Problem to solve
Repeat the data that follows exactly, starting at the line with "Task: Give me" and ending at the line with "Input: one rendered", and leave out every picture.

'''

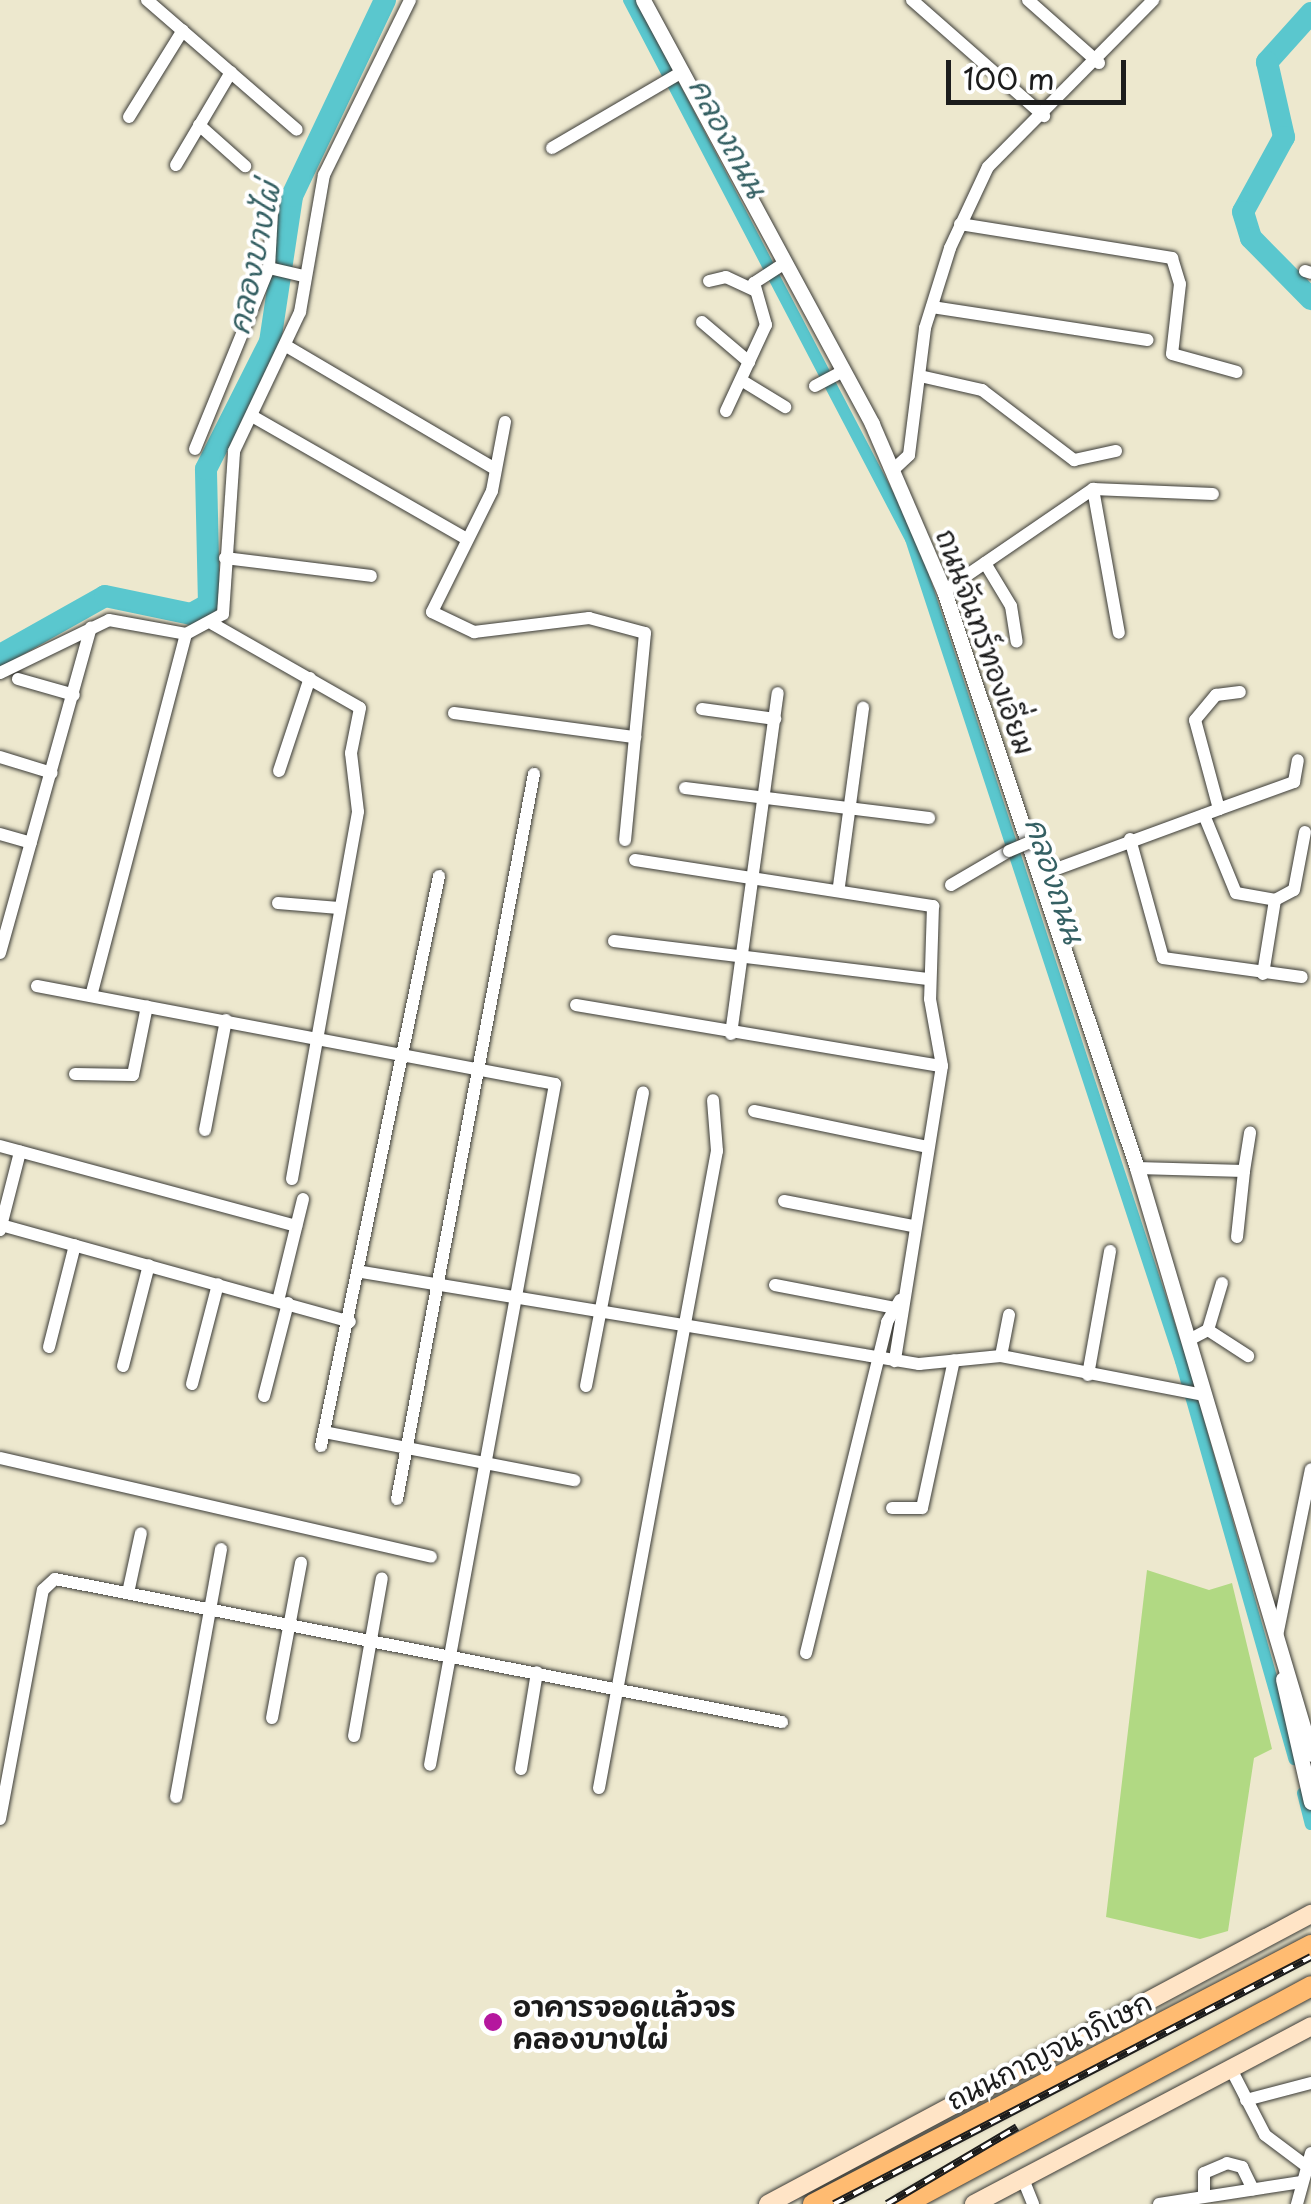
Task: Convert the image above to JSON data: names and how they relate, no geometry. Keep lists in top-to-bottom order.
{
  "streets": {
    "highway": ["ถนนกาญจนาภิเษก"],
    "street": ["ถนนจันทร์ทองเอี่ยม"]
  },
  "water": ["คลองถนน", "คลองบางไผ่"],
  "places": ["อาคารจอดแล้วจร คลองบางไผ่"],
  "scale_bar": "100 m"
}
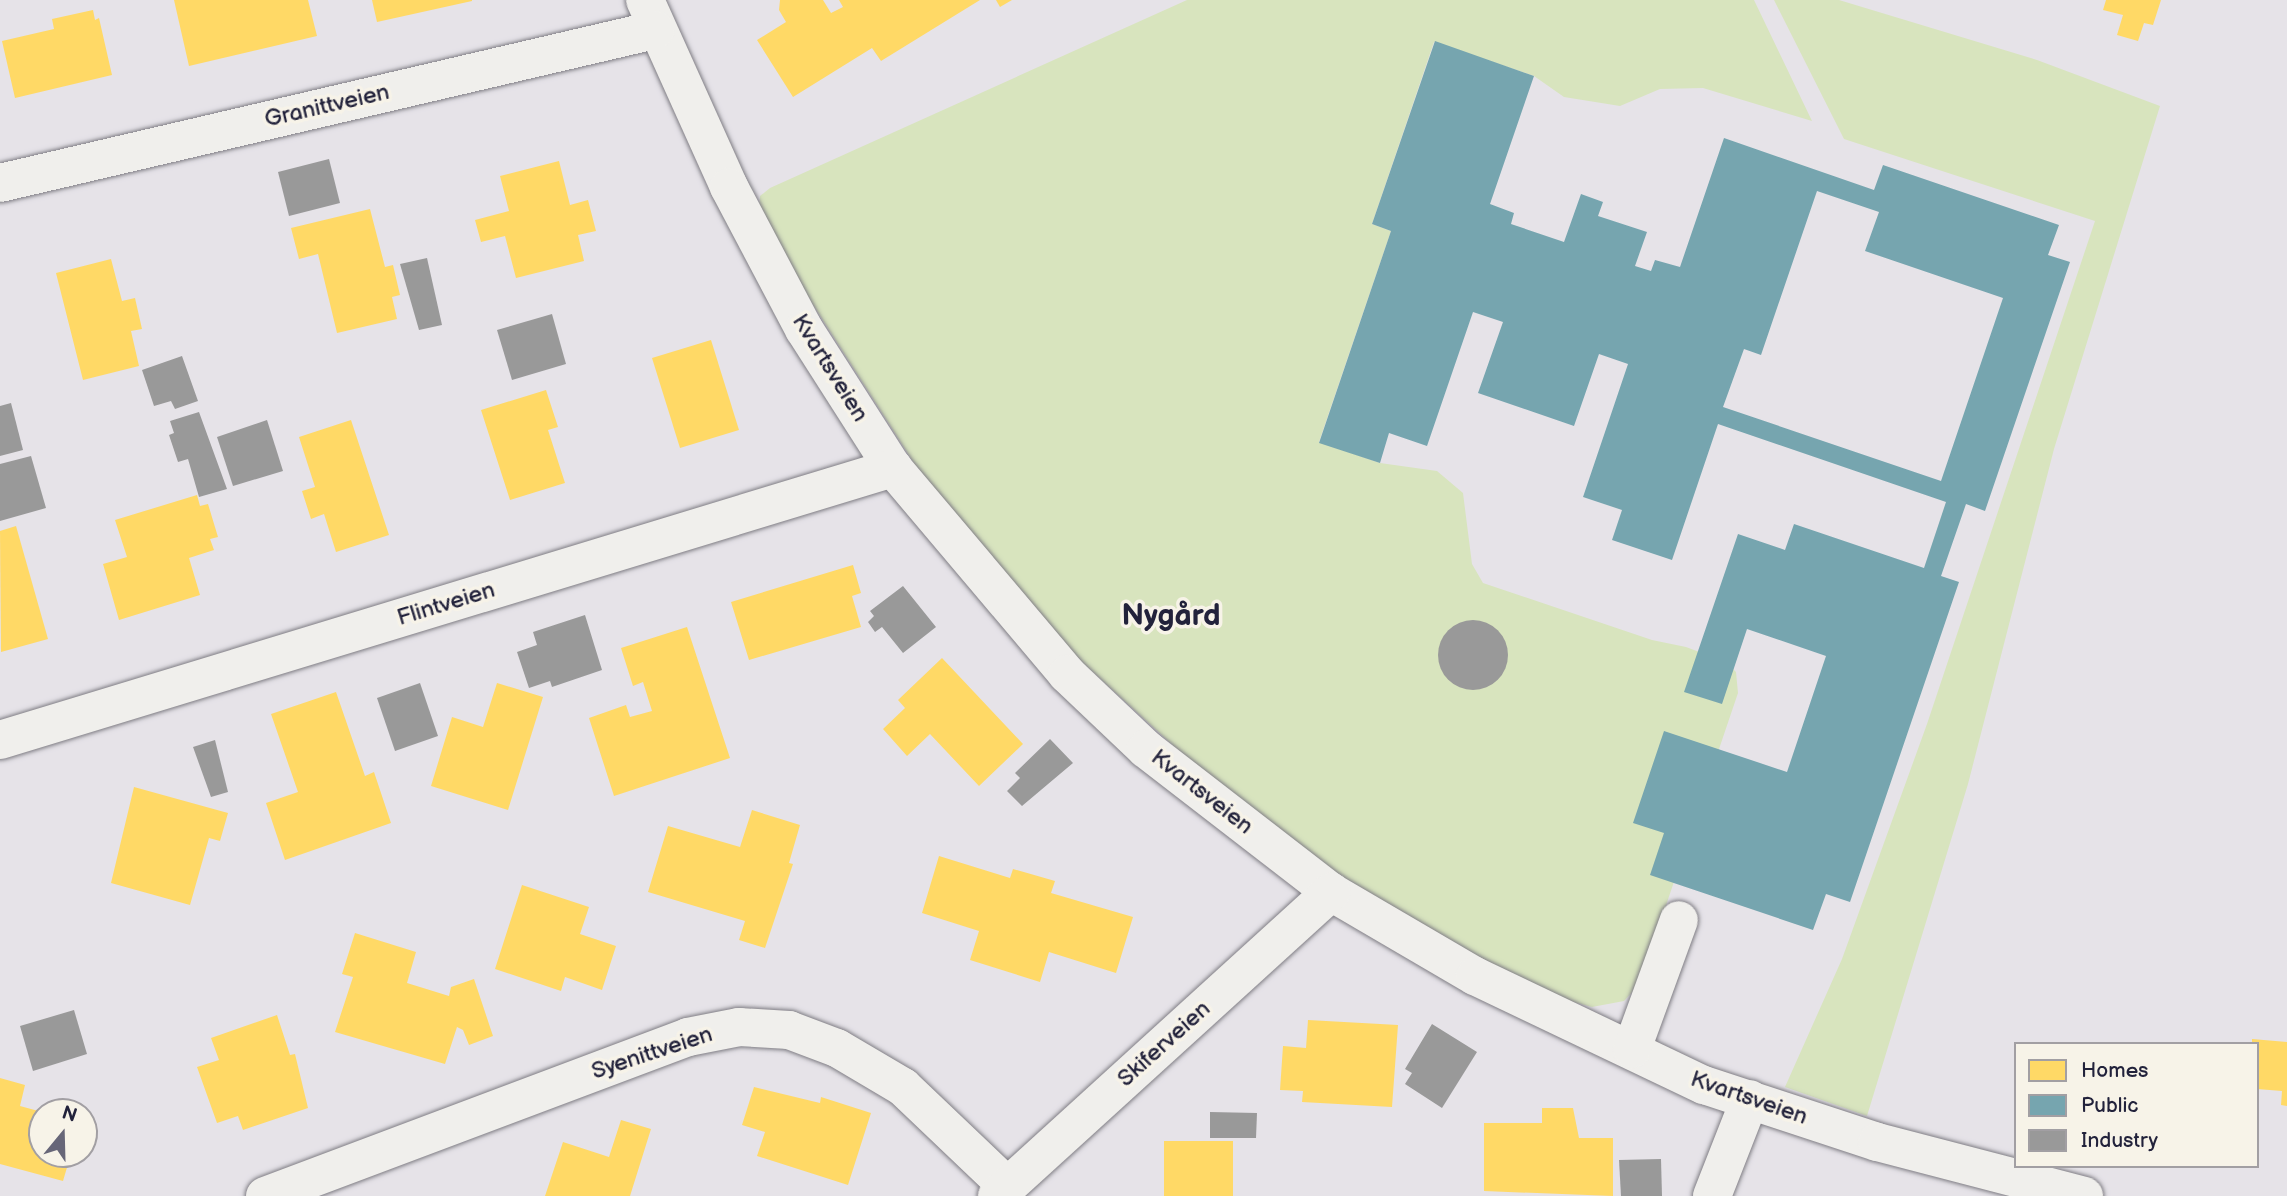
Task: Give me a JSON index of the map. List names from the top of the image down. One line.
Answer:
{"streets":{"street":["Granittveien","Kvartsveien","Flintveien","Skiferveien","Syenittveien"]},"crossings":[["Granittveien","Kvartsveien"],["Kvartsveien","Flintveien"],["Kvartsveien","Skiferveien"],["Skiferveien","Syenittveien"]],"districts":["Nygård"],"legend":["Homes","Public","Industry"],"north":"top"}
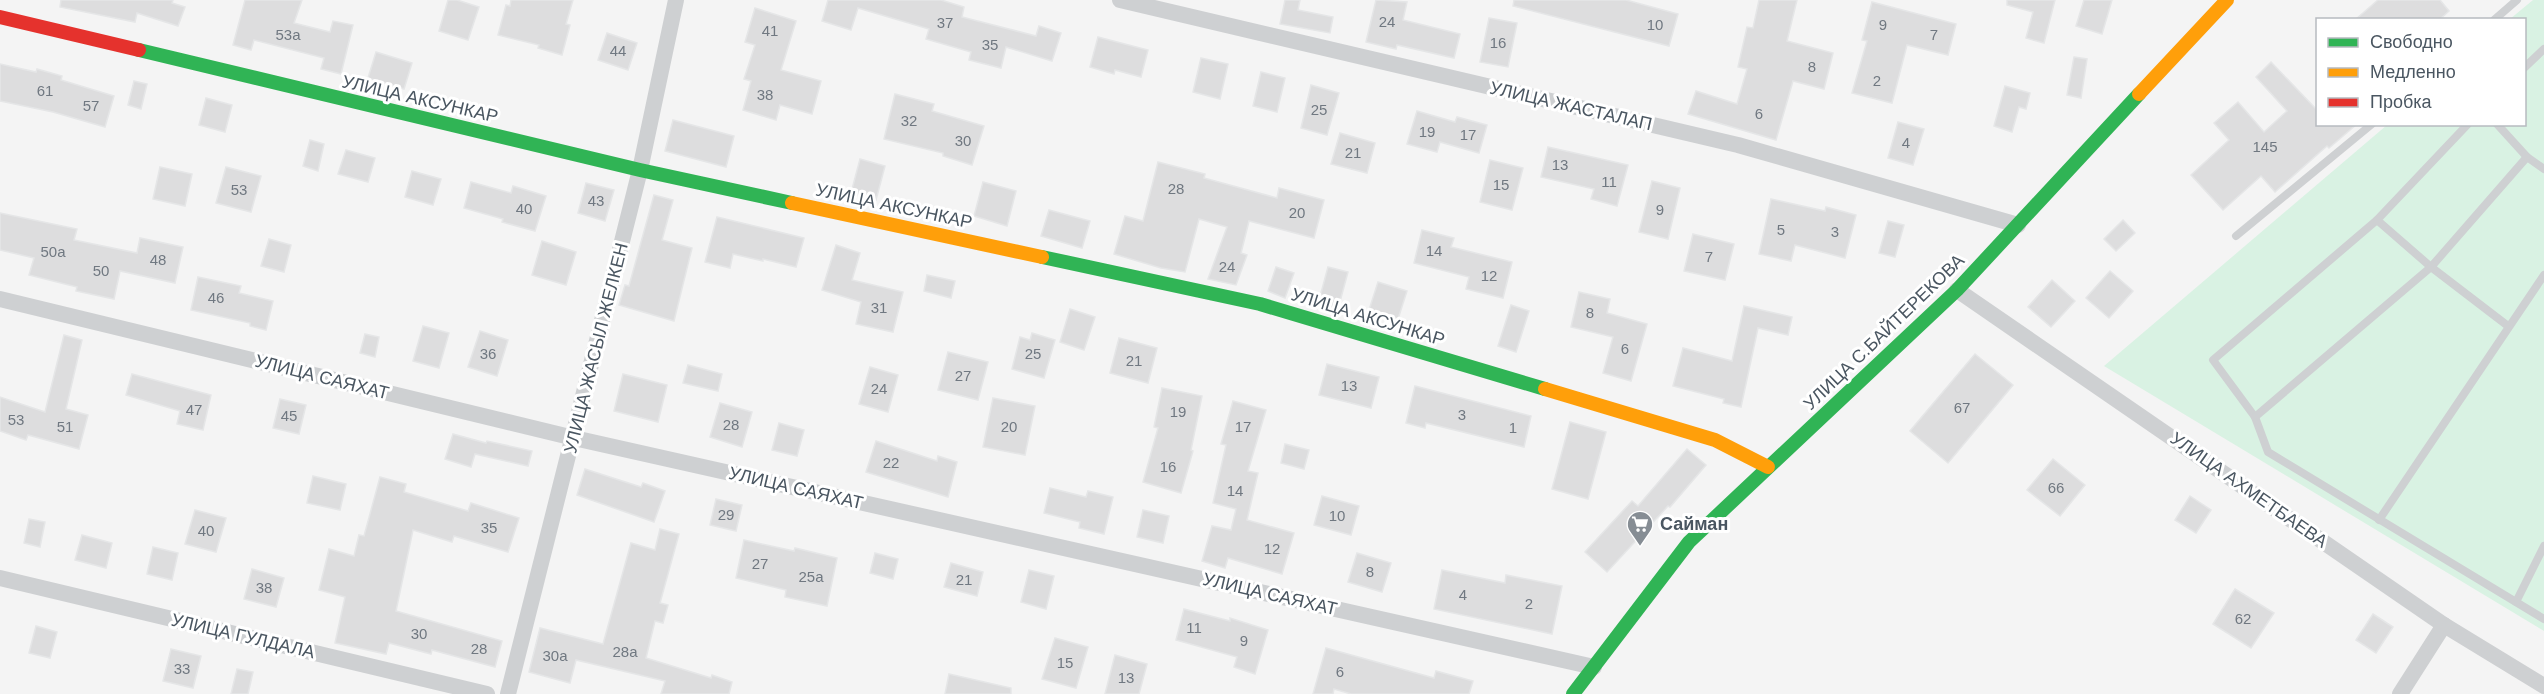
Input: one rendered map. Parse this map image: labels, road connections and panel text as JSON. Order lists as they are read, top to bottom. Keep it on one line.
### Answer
{"streets":{"street":["УЛИЦА АКСУНКАР","УЛИЦА ЖАСТАЛАП","УЛИЦА С.БАЙТЕРЕКОВА","УЛИЦА ЖАСЫЛ ЖЕЛКЕН","УЛИЦА САЯХАТ","УЛИЦА АХМЕТБАЕВА","УЛИЦА ГУЛДАЛА"]},"crossings":[["УЛИЦА АКСУНКАР","УЛИЦА С.БАЙТЕРЕКОВА"],["УЛИЦА АКСУНКАР","УЛИЦА ЖАСЫЛ ЖЕЛКЕН"],["УЛИЦА ЖАСТАЛАП","УЛИЦА С.БАЙТЕРЕКОВА"],["УЛИЦА С.БАЙТЕРЕКОВА","УЛИЦА САЯХАТ"],["УЛИЦА С.БАЙТЕРЕКОВА","УЛИЦА АХМЕТБАЕВА"],["УЛИЦА ЖАСЫЛ ЖЕЛКЕН","УЛИЦА САЯХАТ"]],"places":{"supermarket":["Сайман"]},"house_numbers":["24","37","10","9","41","53а","7","16","35","44","8","2","61","38","57","25","6","32","19","17","30","4","145","21","13","11","15","28","53","43","40","9","20","5","3","14","50а","7","48","24","50","12","46","31","8","6","36","25","21","27","13","24","67","47","19","3","45","53","28","51","20","17","1","22","16","66","14","29","10","35","40","12","27","8","25а","21","38","4","2","62","11","30","9","28","28а","30а","15","33","6","13"],"legend":["Свободно","Медленно","Пробка"]}
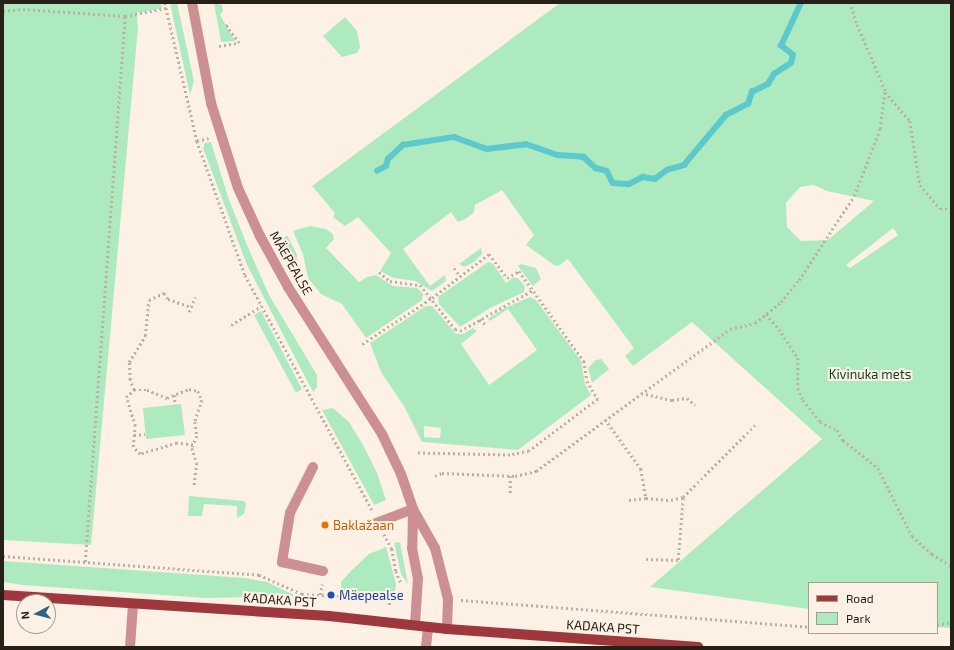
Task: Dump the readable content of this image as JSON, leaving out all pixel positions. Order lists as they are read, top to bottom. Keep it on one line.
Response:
{"streets":{"main road":["KADAKA PST"],"street":["MÄEPEALSE"]},"crossings":[["MÄEPEALSE","KADAKA PST"]],"parks":["Kivinuka mets"],"places":["Baklažaan","Mäepealse"],"legend":["Road","Park"],"north":"left"}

'''

Solution to the exercise
Task: Give me a JSON index of the map. List names from the top of the image down. One line.
Answer:
{"streets":{"street":["Granittveien","Kvartsveien","Flintveien","Skiferveien","Syenittveien"]},"crossings":[["Granittveien","Kvartsveien"],["Kvartsveien","Flintveien"],["Kvartsveien","Skiferveien"],["Skiferveien","Syenittveien"]],"districts":["Nygård"],"legend":["Homes","Public","Industry"],"north":"top"}
Input: one rendered map. Parse this map image: labels, road connections and panel text as JSON. Order lists as they are read, top to bottom. Keep it on one line.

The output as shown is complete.